A new spatial proteomics framework, PathoPlex, enables highly multiplexed protein imaging at subcellular resolution combined with computational pixel-based clustering. Developed by a team from the University of Aarhus and University of Hamburg (and collaborators), the approach addresses limitations in existing protein spatial analysis, particularly in complex tissues where multiple cell types interact in close proximity.
Using PathoPlex, the team analyzed kidney tissue samples, grouping pixels with similar protein signatures to map biological processes beyond the boundaries of individual cells. This method uncovered unexpected patterns, including JUN signalling activity in parietal epithelial cells and TRPC6 expression in tubular cells from patients with advanced diabetic kidney disease – findings that challenge existing assumptions about disease-related protein distribution.
We spoke with Malte Kuehl, co-first author of the study, to learn more about the technology, its applications, and future developments.
What was your main inspiration for this study?
In recent years, remarkable progress has been made in spatial transcriptomics, but on the protein side, solutions have remained limited. We fundamentally believe that examining proteins in their spatial context at high resolution – including extra- and sub-cellular analyses – is essential for understanding disease, and remains an underexplored area within multimodal experimental setups. This conviction stems partly from our background researching kidney tissues, where many different cell types interact in close spatial proximity – necessitating high-resolution imaging. It also stems from our experience with immune-mediated and fibrotic diseases, where both intracellular signalling and extracellular signals play a key role. These two aspects are not fully covered by the most common spatial proteomics analysis pipelines and is something we sought to improve with PathoPlex.
A lot of people are excited about spatial proteomics – it was named Method of the Year 2024 by Nature. But do you feel there are some limitations that need to be addressed?

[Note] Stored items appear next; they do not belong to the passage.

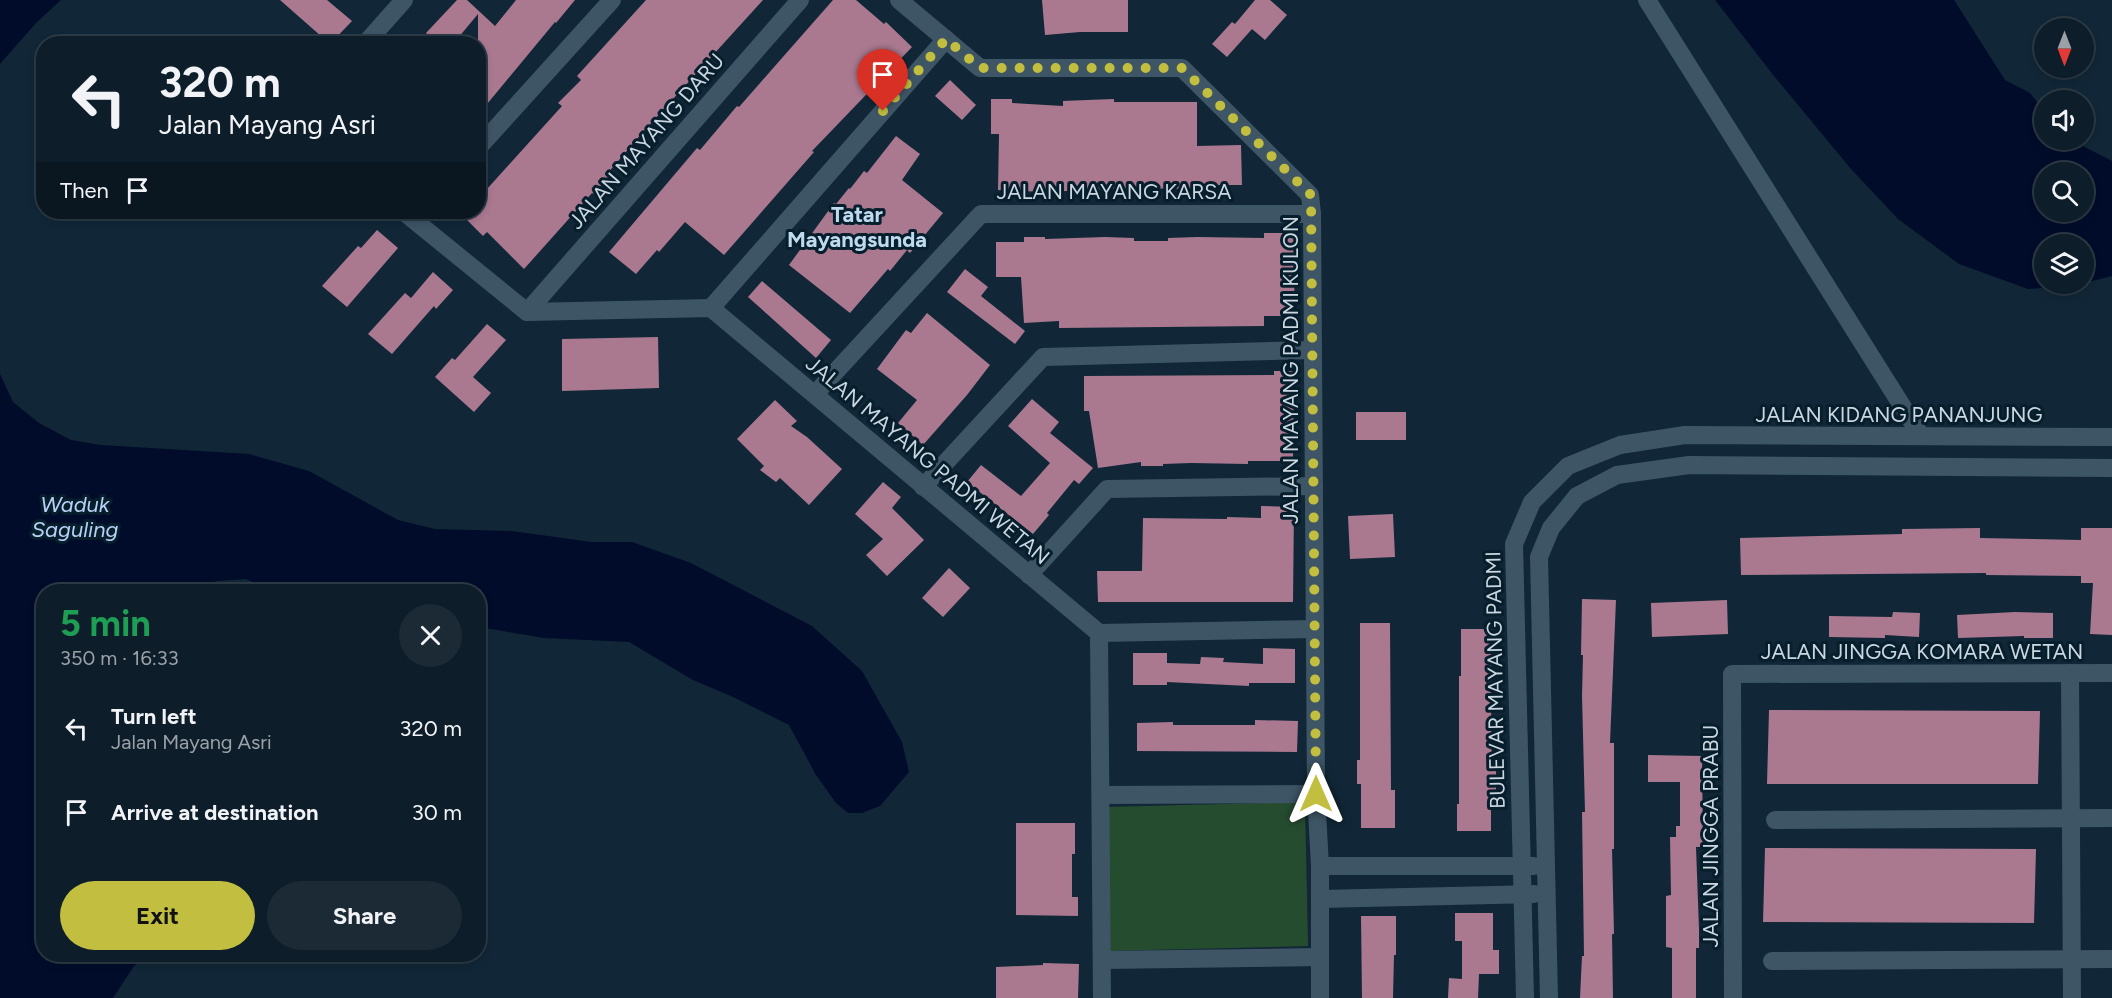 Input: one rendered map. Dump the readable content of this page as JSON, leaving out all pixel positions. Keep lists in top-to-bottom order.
{
  "streets": {
    "street": [
      "JALAN MAYANG DARU",
      "JALAN MAYANG KARSA",
      "JALAN MAYANG PADMI KULON",
      "JALAN KIDANG PANANJUNG",
      "JALAN MAYANG PADMI WETAN",
      "JALAN JINGGA KOMARA WETAN",
      "BULEVAR MAYANG PADMI",
      "JALAN JINGGA PRABU"
    ]
  },
  "crossings": [
    ["JALAN MAYANG KARSA", "JALAN MAYANG PADMI KULON"],
    ["JALAN MAYANG KARSA", "JALAN MAYANG PADMI WETAN"],
    ["JALAN KIDANG PANANJUNG", "BULEVAR MAYANG PADMI"],
    ["JALAN JINGGA KOMARA WETAN", "JALAN JINGGA PRABU"]
  ],
  "districts": ["Tatar Mayangsunda"],
  "water": ["Waduk Saguling"],
  "north": "bottom",
  "page": {
    "turn": ["320 m", "Jalan Mayang Asri"],
    "then": "Then",
    "heading": ["5 min", "350 m · 16:33"],
    "list": [
      {
        "name": "Turn left",
        "note": "Jalan Mayang Asri",
        "value": "320 m"
      },
      {
        "name": "Arrive at destination",
        "value": "30 m"
      }
    ],
    "buttons": ["Exit", "Share"]
  }
} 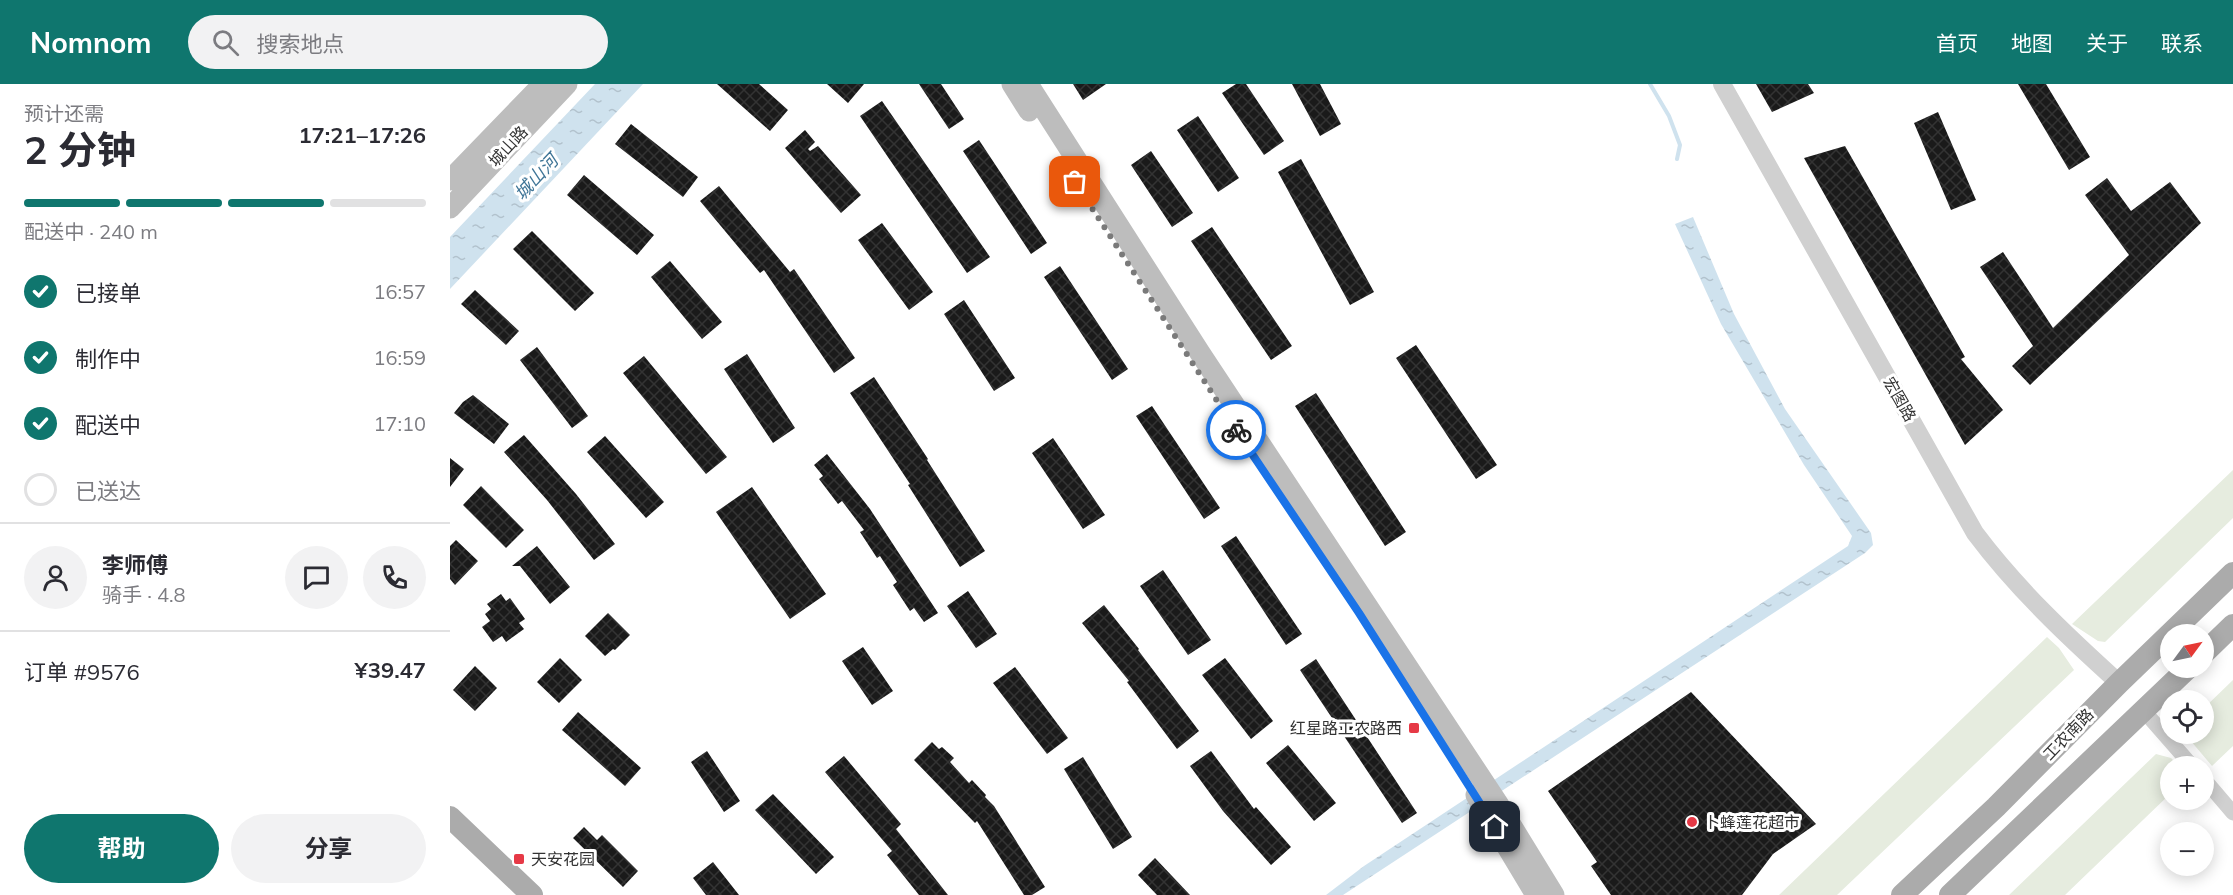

Although spatial proteomics has advanced significantly, the focus has been partly on replicating insights from spatial transcriptomics, rather than exploring the unique potential of proteins. We believe there is a significant opportunity to progress from cellular-level to multi-scale analyses which complement RNA-based methods by quantifying structures, spatial organization, proteins and post-translational modifications that are invisible to them. Furthermore, the potential of multimodal approaches which combine not only RNA and proteins, but also histopathological morphology, metabolomics and other factors, remains largely unexplored. That said, in order to realize this potential, it will be necessary to establish quality control standards and ontologies for describing results, as well as interoperable software ecosystems – all of which are still in their infancy (though promising research is happening all around the world).
Could you briefly explain what PathoPlex is, and how it combines high-resolution imaging with pixel-based clustering to uncover biological insights from tissue?
PathoPlex is a framework that combines highly multiplexed protein imaging at subcellular resolution with a computational pipeline to analyze protein co-expression patterns. Rather than analyzing individual cells, our analysis focuses on pixel-based clustering to group pixels with similar protein signatures. This enables us to identify and spatially map biological processes with great resolution, providing a different, complementary perspective to protein biology.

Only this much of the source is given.